BRIEF: Write out exactly, and only, the lines from the one containing "<!-- street labels -->" through the last line of the listing below.

MATERIAL PROVIDED:
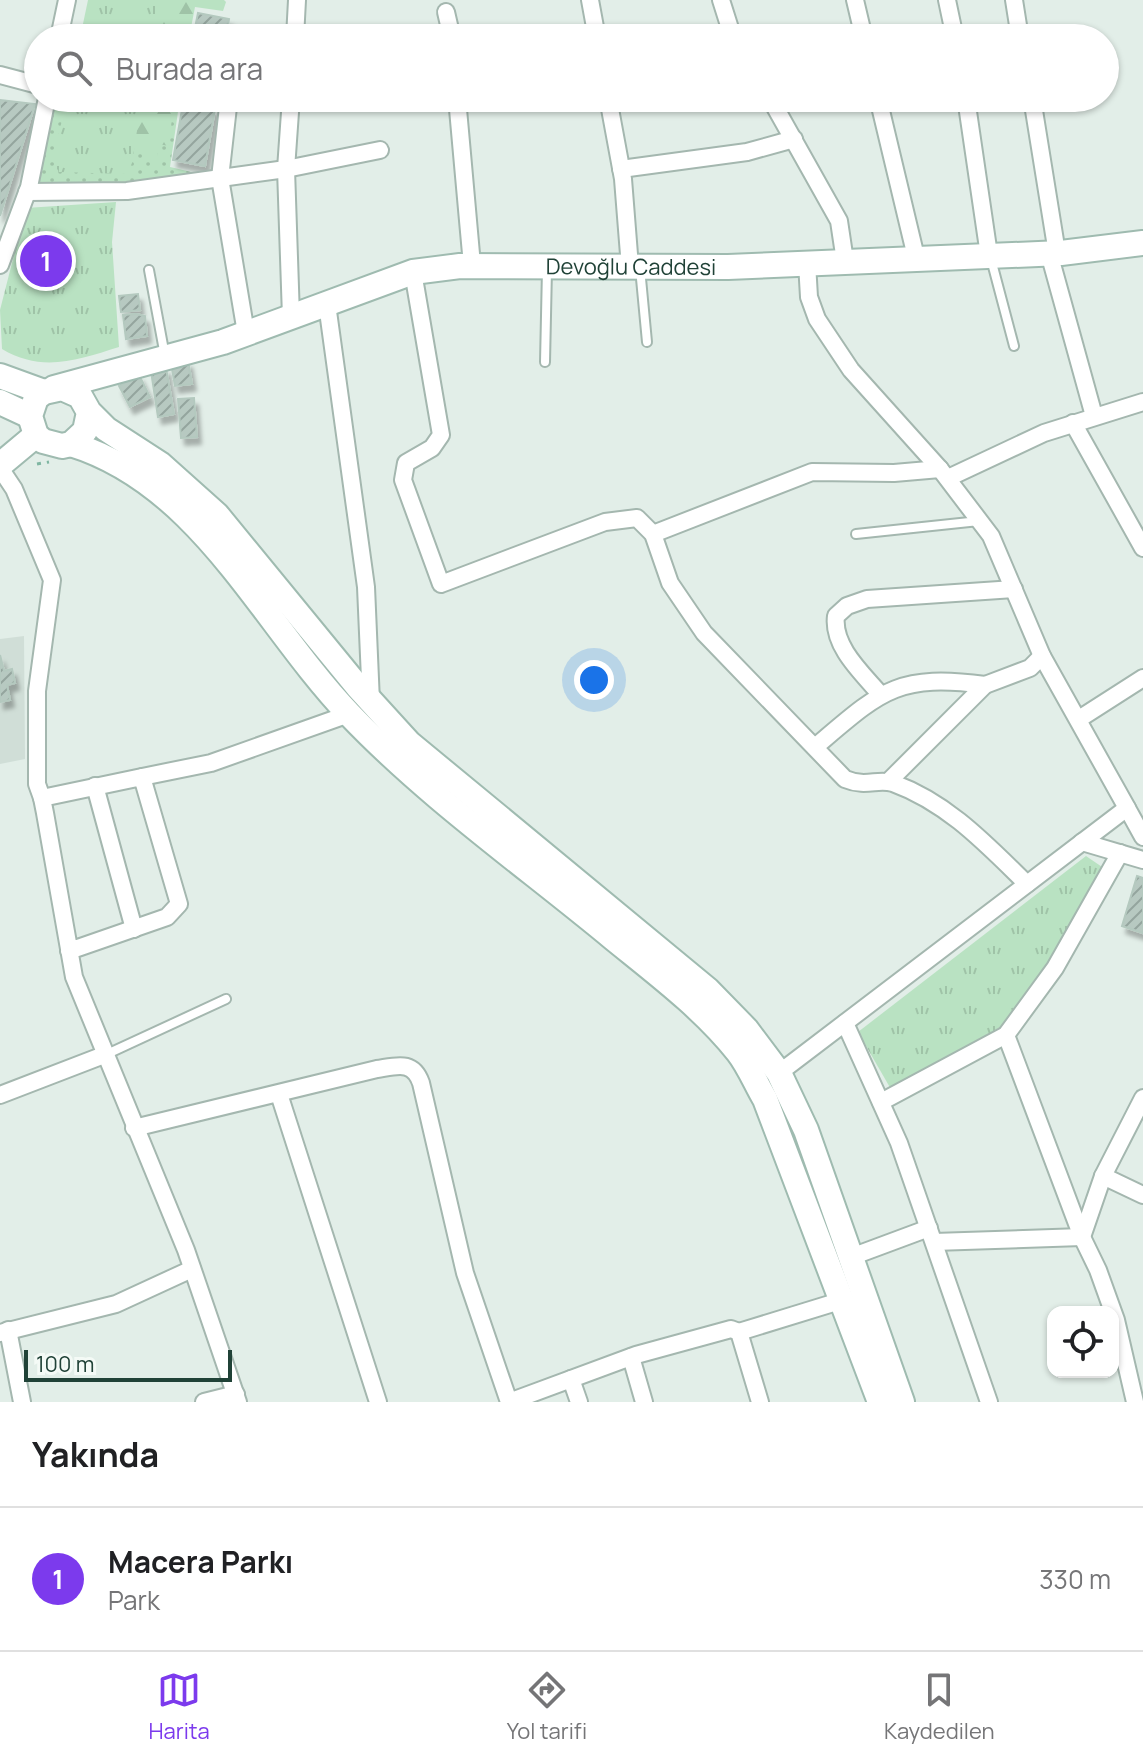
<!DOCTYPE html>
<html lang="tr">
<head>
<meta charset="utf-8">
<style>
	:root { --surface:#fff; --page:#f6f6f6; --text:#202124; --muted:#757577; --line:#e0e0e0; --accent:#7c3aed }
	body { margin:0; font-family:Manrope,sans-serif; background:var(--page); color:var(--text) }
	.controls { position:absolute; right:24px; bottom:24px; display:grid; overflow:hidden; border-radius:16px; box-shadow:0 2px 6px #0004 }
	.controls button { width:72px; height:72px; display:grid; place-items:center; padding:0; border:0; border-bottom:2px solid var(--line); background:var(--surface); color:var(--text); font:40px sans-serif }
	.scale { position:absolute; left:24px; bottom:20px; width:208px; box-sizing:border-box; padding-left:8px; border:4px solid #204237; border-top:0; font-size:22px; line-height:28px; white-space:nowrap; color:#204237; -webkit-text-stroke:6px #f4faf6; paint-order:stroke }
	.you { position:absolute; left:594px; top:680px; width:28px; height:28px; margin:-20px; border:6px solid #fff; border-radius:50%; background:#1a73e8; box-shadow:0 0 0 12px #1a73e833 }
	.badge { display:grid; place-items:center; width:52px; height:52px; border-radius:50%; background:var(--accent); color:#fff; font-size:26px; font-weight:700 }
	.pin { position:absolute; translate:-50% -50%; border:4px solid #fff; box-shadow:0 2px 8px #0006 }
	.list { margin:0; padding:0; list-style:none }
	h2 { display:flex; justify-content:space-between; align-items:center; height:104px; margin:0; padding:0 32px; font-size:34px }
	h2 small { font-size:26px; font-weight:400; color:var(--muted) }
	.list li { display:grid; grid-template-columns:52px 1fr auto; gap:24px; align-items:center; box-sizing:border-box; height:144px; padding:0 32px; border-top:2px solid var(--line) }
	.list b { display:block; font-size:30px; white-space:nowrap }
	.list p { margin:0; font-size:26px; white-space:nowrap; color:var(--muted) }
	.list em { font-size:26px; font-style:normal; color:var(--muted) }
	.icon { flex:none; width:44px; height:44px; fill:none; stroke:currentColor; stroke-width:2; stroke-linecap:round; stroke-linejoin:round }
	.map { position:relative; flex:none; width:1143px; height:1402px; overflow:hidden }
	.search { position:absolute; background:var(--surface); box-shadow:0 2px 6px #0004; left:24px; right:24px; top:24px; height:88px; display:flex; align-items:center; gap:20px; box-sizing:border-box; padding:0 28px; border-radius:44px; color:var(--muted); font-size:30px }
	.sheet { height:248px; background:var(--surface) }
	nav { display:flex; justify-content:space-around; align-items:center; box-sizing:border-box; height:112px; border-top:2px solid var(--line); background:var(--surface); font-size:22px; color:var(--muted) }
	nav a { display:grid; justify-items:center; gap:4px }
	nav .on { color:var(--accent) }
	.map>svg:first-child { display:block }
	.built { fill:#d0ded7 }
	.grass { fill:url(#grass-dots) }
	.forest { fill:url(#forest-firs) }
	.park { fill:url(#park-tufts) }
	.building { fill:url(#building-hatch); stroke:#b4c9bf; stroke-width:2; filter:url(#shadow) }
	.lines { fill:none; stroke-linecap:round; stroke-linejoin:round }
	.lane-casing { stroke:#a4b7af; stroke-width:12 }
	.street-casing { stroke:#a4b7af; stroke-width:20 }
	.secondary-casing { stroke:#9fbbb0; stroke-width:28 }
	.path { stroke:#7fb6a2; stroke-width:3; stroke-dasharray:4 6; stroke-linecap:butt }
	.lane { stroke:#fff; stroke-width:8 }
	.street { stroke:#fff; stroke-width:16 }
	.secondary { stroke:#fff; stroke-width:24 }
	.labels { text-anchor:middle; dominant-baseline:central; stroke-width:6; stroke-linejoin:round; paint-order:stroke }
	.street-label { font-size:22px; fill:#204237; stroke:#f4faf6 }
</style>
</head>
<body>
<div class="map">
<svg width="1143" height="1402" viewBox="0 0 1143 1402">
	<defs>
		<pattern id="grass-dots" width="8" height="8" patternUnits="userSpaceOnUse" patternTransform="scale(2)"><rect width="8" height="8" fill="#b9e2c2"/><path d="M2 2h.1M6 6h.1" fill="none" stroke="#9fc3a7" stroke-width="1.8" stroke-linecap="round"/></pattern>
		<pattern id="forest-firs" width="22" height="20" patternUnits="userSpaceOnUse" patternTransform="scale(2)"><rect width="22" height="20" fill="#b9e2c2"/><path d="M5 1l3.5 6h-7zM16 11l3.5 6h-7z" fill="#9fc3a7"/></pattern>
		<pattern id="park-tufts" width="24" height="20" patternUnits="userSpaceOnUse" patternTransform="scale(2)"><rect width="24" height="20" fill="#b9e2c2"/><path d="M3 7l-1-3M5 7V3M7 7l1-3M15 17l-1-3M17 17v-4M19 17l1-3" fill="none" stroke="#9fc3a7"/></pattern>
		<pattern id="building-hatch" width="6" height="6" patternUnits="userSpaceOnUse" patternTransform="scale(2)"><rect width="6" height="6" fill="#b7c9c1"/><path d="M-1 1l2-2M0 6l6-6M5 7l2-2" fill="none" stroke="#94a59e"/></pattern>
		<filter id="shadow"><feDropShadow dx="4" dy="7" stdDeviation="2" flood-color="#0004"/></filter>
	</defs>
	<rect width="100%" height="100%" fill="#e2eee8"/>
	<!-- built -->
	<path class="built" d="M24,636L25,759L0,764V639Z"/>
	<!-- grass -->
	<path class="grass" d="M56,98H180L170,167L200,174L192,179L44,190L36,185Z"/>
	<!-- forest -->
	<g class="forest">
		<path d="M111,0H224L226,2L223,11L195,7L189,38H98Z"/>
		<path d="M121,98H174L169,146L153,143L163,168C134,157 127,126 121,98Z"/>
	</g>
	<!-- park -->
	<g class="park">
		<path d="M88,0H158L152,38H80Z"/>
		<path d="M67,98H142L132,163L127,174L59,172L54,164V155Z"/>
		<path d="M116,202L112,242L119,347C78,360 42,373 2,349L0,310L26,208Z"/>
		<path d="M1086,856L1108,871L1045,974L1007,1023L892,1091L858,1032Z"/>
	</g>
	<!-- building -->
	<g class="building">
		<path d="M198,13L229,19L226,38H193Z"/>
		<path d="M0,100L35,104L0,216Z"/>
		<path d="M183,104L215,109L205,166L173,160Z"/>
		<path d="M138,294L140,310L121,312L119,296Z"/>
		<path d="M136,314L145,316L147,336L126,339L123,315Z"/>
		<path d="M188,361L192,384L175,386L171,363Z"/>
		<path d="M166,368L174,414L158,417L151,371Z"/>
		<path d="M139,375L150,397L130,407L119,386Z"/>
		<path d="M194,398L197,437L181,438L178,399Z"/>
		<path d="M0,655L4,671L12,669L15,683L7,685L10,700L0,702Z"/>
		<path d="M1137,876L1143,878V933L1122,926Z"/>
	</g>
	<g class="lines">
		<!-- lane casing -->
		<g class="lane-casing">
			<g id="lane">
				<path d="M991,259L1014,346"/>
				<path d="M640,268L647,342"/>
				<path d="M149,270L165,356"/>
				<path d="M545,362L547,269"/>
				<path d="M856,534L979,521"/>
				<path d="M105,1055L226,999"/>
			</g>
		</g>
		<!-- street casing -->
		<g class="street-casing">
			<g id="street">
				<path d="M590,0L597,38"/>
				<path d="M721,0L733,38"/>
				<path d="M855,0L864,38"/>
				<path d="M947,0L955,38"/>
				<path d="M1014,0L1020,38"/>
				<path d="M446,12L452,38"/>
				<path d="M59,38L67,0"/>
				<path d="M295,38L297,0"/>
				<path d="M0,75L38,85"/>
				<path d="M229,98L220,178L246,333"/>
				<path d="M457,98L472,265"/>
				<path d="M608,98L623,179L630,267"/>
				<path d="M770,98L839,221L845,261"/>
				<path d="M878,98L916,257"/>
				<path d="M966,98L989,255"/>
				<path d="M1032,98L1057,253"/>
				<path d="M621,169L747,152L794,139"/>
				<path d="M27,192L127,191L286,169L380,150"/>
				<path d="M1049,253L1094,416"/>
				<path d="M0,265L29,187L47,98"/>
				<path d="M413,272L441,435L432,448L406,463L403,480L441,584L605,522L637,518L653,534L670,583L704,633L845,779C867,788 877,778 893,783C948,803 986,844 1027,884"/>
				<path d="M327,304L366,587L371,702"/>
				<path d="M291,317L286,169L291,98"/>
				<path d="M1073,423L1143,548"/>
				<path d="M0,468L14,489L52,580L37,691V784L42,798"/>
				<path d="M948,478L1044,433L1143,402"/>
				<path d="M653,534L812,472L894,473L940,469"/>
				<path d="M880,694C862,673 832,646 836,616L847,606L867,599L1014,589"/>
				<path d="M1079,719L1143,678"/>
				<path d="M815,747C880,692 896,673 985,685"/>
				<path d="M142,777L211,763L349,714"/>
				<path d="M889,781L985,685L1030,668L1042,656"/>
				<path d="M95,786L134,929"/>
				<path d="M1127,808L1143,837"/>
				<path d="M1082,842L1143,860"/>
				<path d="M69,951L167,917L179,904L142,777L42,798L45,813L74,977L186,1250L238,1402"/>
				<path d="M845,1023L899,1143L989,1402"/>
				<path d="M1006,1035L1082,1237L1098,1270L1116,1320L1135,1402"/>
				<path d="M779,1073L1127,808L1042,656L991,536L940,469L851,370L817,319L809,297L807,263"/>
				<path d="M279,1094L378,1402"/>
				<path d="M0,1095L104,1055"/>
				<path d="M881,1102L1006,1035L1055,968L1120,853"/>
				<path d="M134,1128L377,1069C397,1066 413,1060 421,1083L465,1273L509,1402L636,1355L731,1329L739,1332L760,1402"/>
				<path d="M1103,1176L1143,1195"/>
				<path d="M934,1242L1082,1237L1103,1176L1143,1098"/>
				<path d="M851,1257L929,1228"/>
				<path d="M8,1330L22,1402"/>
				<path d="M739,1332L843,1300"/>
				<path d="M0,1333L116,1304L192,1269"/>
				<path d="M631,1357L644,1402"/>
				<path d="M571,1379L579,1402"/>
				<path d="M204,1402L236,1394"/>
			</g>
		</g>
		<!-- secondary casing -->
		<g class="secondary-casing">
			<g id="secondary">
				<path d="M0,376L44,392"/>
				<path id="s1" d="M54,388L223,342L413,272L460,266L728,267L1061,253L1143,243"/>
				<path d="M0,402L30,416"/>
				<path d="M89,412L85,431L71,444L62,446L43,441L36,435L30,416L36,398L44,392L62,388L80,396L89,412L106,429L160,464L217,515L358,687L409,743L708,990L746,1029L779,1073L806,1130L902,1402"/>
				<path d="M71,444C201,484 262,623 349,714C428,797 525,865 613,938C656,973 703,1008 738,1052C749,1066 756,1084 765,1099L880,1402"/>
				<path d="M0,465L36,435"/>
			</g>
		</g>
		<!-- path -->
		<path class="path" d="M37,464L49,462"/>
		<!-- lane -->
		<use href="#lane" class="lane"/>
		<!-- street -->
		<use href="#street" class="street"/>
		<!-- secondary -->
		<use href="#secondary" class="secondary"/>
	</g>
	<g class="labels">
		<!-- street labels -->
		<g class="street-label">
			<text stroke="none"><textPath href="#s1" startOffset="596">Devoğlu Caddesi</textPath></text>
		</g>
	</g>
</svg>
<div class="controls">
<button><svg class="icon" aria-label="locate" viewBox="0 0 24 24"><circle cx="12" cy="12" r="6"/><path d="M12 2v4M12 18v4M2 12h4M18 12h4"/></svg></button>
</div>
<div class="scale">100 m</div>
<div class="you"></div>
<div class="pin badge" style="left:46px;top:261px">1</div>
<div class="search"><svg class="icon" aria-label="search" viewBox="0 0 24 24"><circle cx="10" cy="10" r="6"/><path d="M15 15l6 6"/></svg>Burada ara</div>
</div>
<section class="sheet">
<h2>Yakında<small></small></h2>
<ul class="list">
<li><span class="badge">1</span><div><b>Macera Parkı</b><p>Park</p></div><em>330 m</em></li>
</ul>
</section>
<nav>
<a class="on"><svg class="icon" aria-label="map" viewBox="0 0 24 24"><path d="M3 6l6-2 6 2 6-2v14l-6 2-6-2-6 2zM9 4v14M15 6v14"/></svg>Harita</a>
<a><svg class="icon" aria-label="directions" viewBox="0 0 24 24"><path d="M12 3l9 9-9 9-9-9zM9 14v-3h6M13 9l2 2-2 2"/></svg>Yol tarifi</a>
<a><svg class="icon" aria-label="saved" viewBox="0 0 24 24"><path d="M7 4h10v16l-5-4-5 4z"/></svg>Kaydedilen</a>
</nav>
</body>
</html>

ANSWER SPACE:
		<!-- street labels -->
		<g class="street-label">
			<text stroke="none"><textPath href="#s1" startOffset="596">Devoğlu Caddesi</textPath></text>
		</g>
	</g>
</svg>
<div class="controls">
<button><svg class="icon" aria-label="locate" viewBox="0 0 24 24"><circle cx="12" cy="12" r="6"/><path d="M12 2v4M12 18v4M2 12h4M18 12h4"/></svg></button>
</div>
<div class="scale">100 m</div>
<div class="you"></div>
<div class="pin badge" style="left:46px;top:261px">1</div>
<div class="search"><svg class="icon" aria-label="search" viewBox="0 0 24 24"><circle cx="10" cy="10" r="6"/><path d="M15 15l6 6"/></svg>Burada ara</div>
</div>
<section class="sheet">
<h2>Yakında<small></small></h2>
<ul class="list">
<li><span class="badge">1</span><div><b>Macera Parkı</b><p>Park</p></div><em>330 m</em></li>
</ul>
</section>
<nav>
<a class="on"><svg class="icon" aria-label="map" viewBox="0 0 24 24"><path d="M3 6l6-2 6 2 6-2v14l-6 2-6-2-6 2zM9 4v14M15 6v14"/></svg>Harita</a>
<a><svg class="icon" aria-label="directions" viewBox="0 0 24 24"><path d="M12 3l9 9-9 9-9-9zM9 14v-3h6M13 9l2 2-2 2"/></svg>Yol tarifi</a>
<a><svg class="icon" aria-label="saved" viewBox="0 0 24 24"><path d="M7 4h10v16l-5-4-5 4z"/></svg>Kaydedilen</a>
</nav>
</body>
</html>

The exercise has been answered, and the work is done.